◆ **PROBLEM DETAILS**
Word for word, print each record, dropping any image it holds.
(MATERIAL TO PROCESS begins)
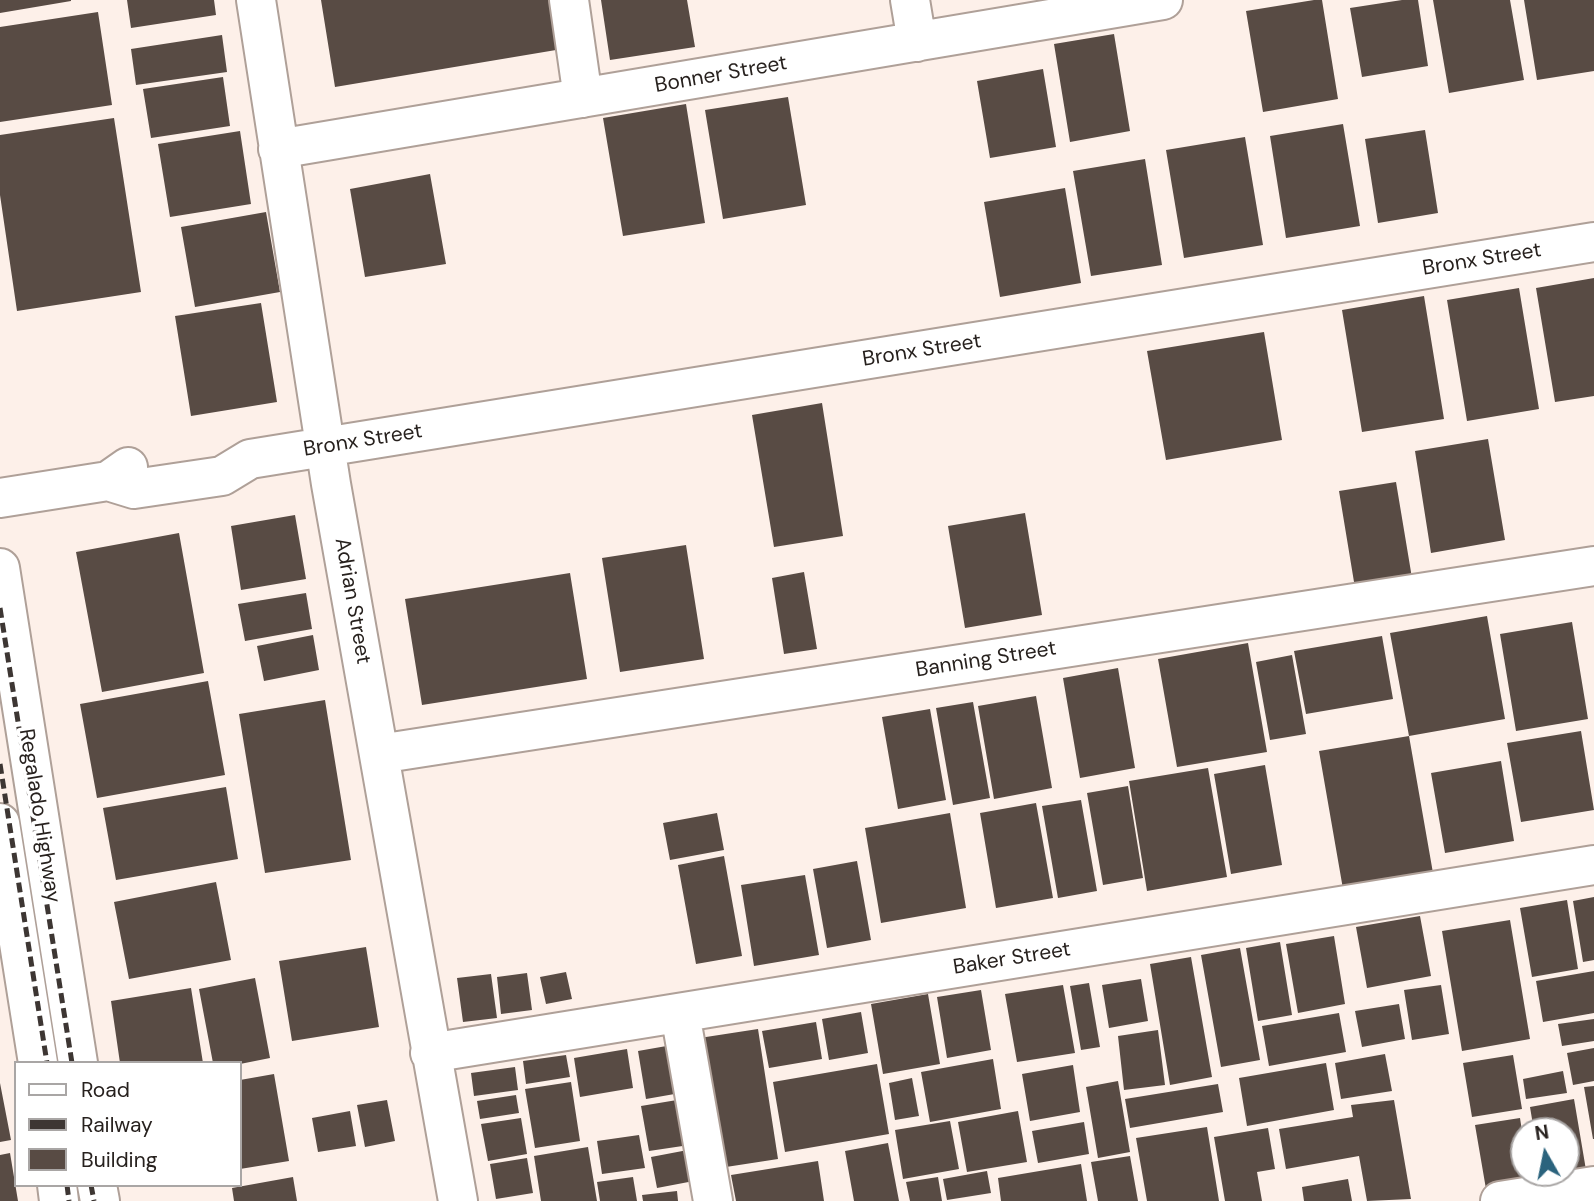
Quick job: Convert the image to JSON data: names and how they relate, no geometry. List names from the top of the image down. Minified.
{"streets":{"street":["Bonner Street","Bronx Street","Adrian Street","Banning Street","Regalado Highway","Baker Street"]},"crossings":[["Bonner Street","Adrian Street"],["Bronx Street","Adrian Street"],["Adrian Street","Banning Street"],["Adrian Street","Baker Street"]],"legend":["Road","Railway","Building"],"north":"top"}
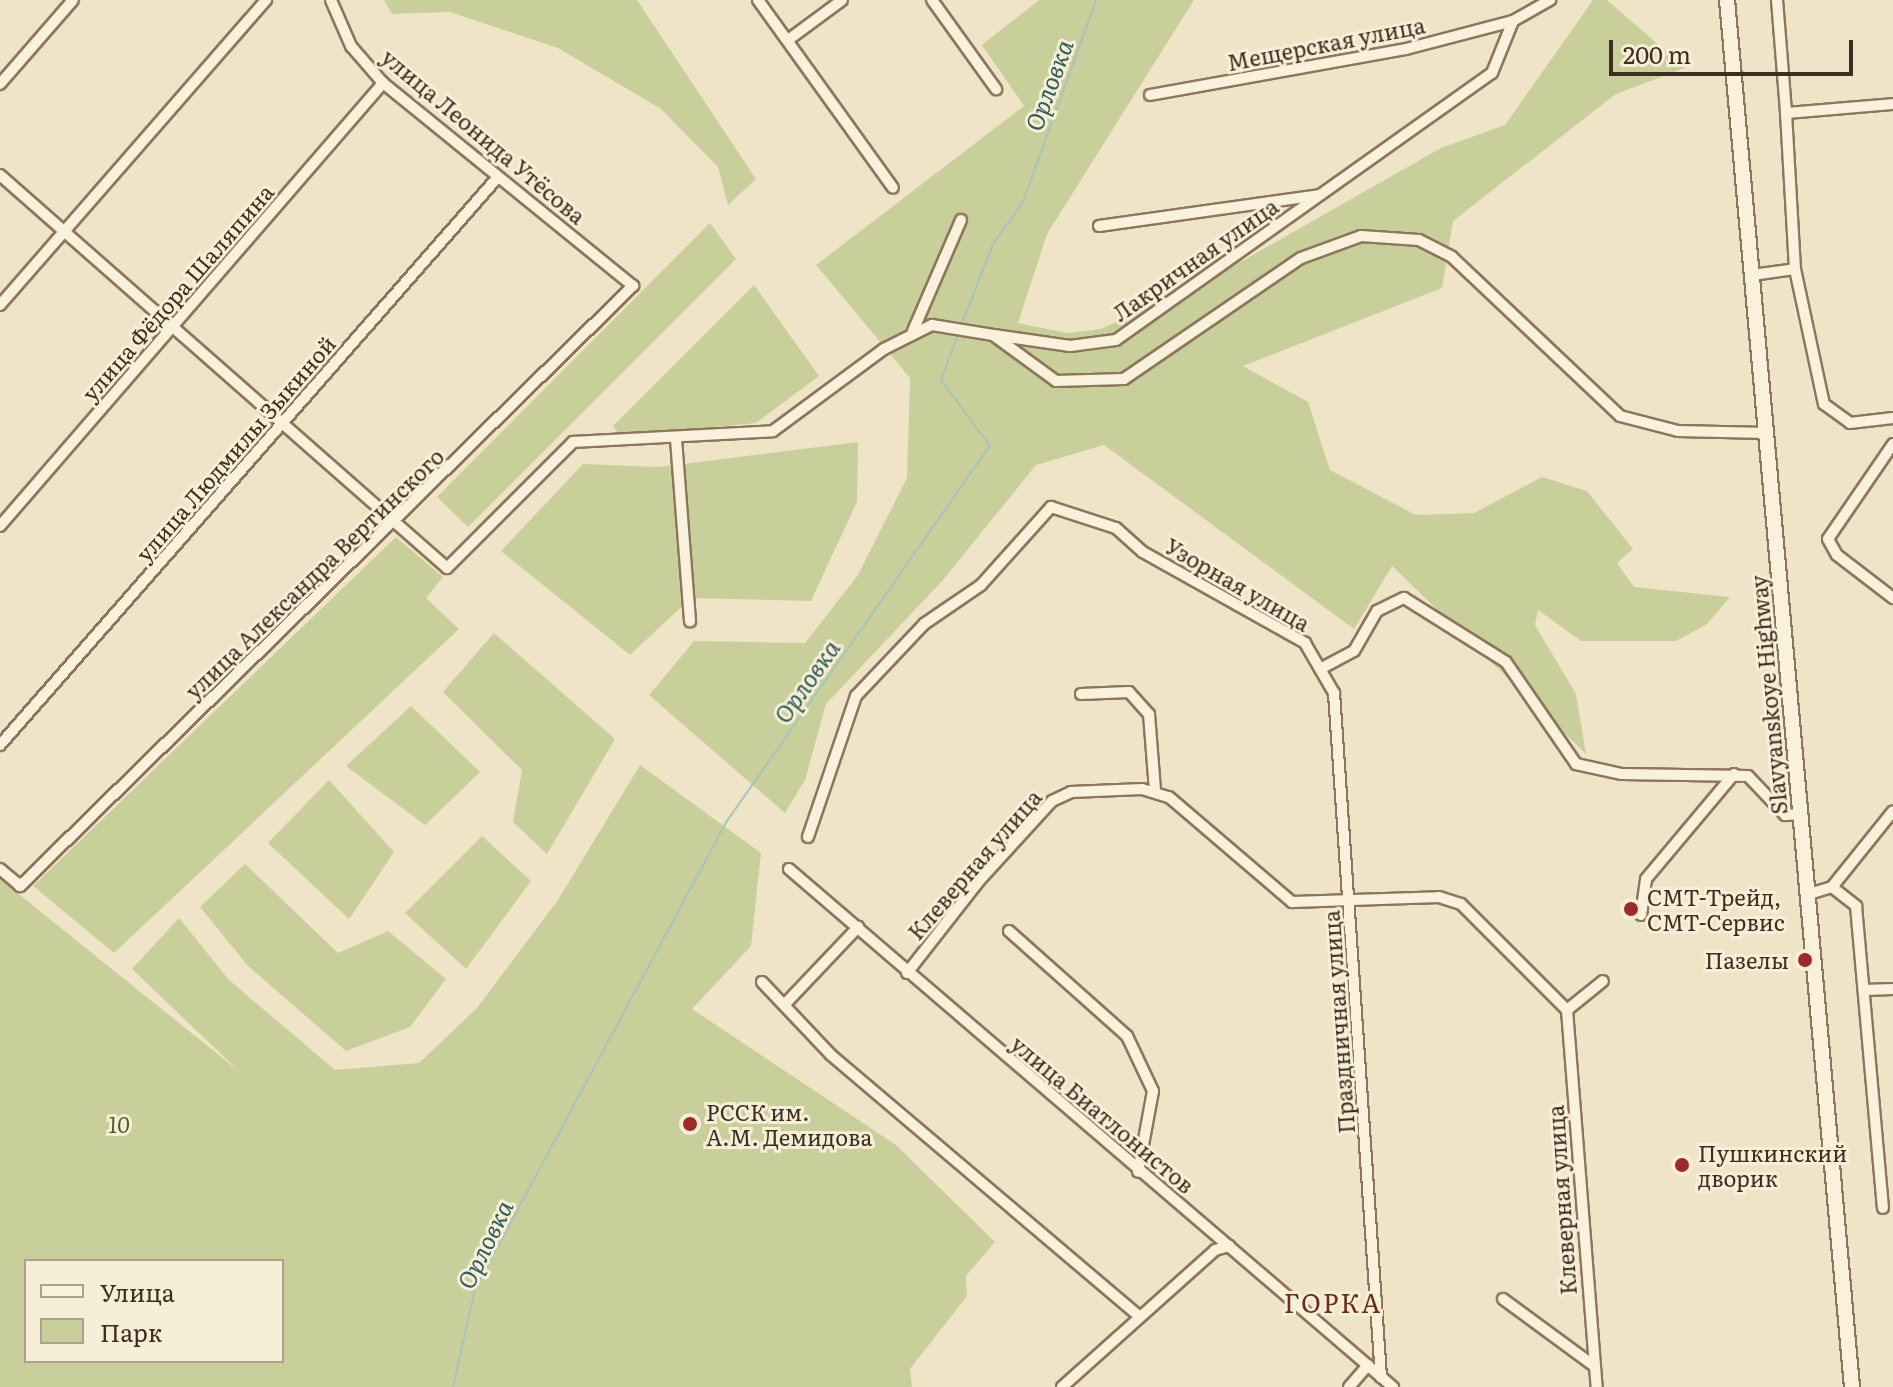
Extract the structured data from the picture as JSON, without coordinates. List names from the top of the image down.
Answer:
{
  "streets": {
    "main road": ["Slavyanskoye Highway"],
    "street": [
      "Мещерская улица",
      "улица Леонида Утёсова",
      "Лакричная улица",
      "улица Фёдора Шаляпина",
      "улица Людмилы Зыкиной",
      "улица Александра Вертинского",
      "Узорная улица",
      "Клеверная улица",
      "Праздничная улица",
      "улица Биатлонистов"
    ]
  },
  "crossings": [
    ["Мещерская улица", "Лакричная улица"],
    ["улица Леонида Утёсова", "улица Фёдора Шаляпина"],
    ["улица Леонида Утёсова", "улица Людмилы Зыкиной"],
    ["улица Леонида Утёсова", "улица Александра Вертинского"],
    ["Узорная улица", "Праздничная улица"],
    ["Клеверная улица", "улица Биатлонистов"],
    ["Праздничная улица", "улица Биатлонистов"]
  ],
  "districts": ["ГОРКА"],
  "water": ["Орловка"],
  "parks": ["10"],
  "places": [
    "СМТ-Трейд, СМТ-Сервис",
    "Пазелы",
    "РССК им. А.М. Демидова",
    "Пушкинский дворик"
  ],
  "legend": ["Улица", "Парк"],
  "scale_bar": "200 m"
}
(MATERIAL TO PROCESS ends)
◆ **WORKED SOLUTION**
Quick job: Convert the image to JSON data: names and how they relate, no geometry. List names from the top of the image down. Minified.
{"streets":{"street":["Bonner Street","Bronx Street","Adrian Street","Banning Street","Regalado Highway","Baker Street"]},"crossings":[["Bonner Street","Adrian Street"],["Bronx Street","Adrian Street"],["Adrian Street","Banning Street"],["Adrian Street","Baker Street"]],"legend":["Road","Railway","Building"],"north":"top"}
Extract the structured data from the picture as JSON, without coordinates. List names from the top of the image down.
Answer:
{
  "streets": {
    "main road": ["Slavyanskoye Highway"],
    "street": [
      "Мещерская улица",
      "улица Леонида Утёсова",
      "Лакричная улица",
      "улица Фёдора Шаляпина",
      "улица Людмилы Зыкиной",
      "улица Александра Вертинского",
      "Узорная улица",
      "Клеверная улица",
      "Праздничная улица",
      "улица Биатлонистов"
    ]
  },
  "crossings": [
    ["Мещерская улица", "Лакричная улица"],
    ["улица Леонида Утёсова", "улица Фёдора Шаляпина"],
    ["улица Леонида Утёсова", "улица Людмилы Зыкиной"],
    ["улица Леонида Утёсова", "улица Александра Вертинского"],
    ["Узорная улица", "Праздничная улица"],
    ["Клеверная улица", "улица Биатлонистов"],
    ["Праздничная улица", "улица Биатлонистов"]
  ],
  "districts": ["ГОРКА"],
  "water": ["Орловка"],
  "parks": ["10"],
  "places": [
    "СМТ-Трейд, СМТ-Сервис",
    "Пазелы",
    "РССК им. А.М. Демидова",
    "Пушкинский дворик"
  ],
  "legend": ["Улица", "Парк"],
  "scale_bar": "200 m"
}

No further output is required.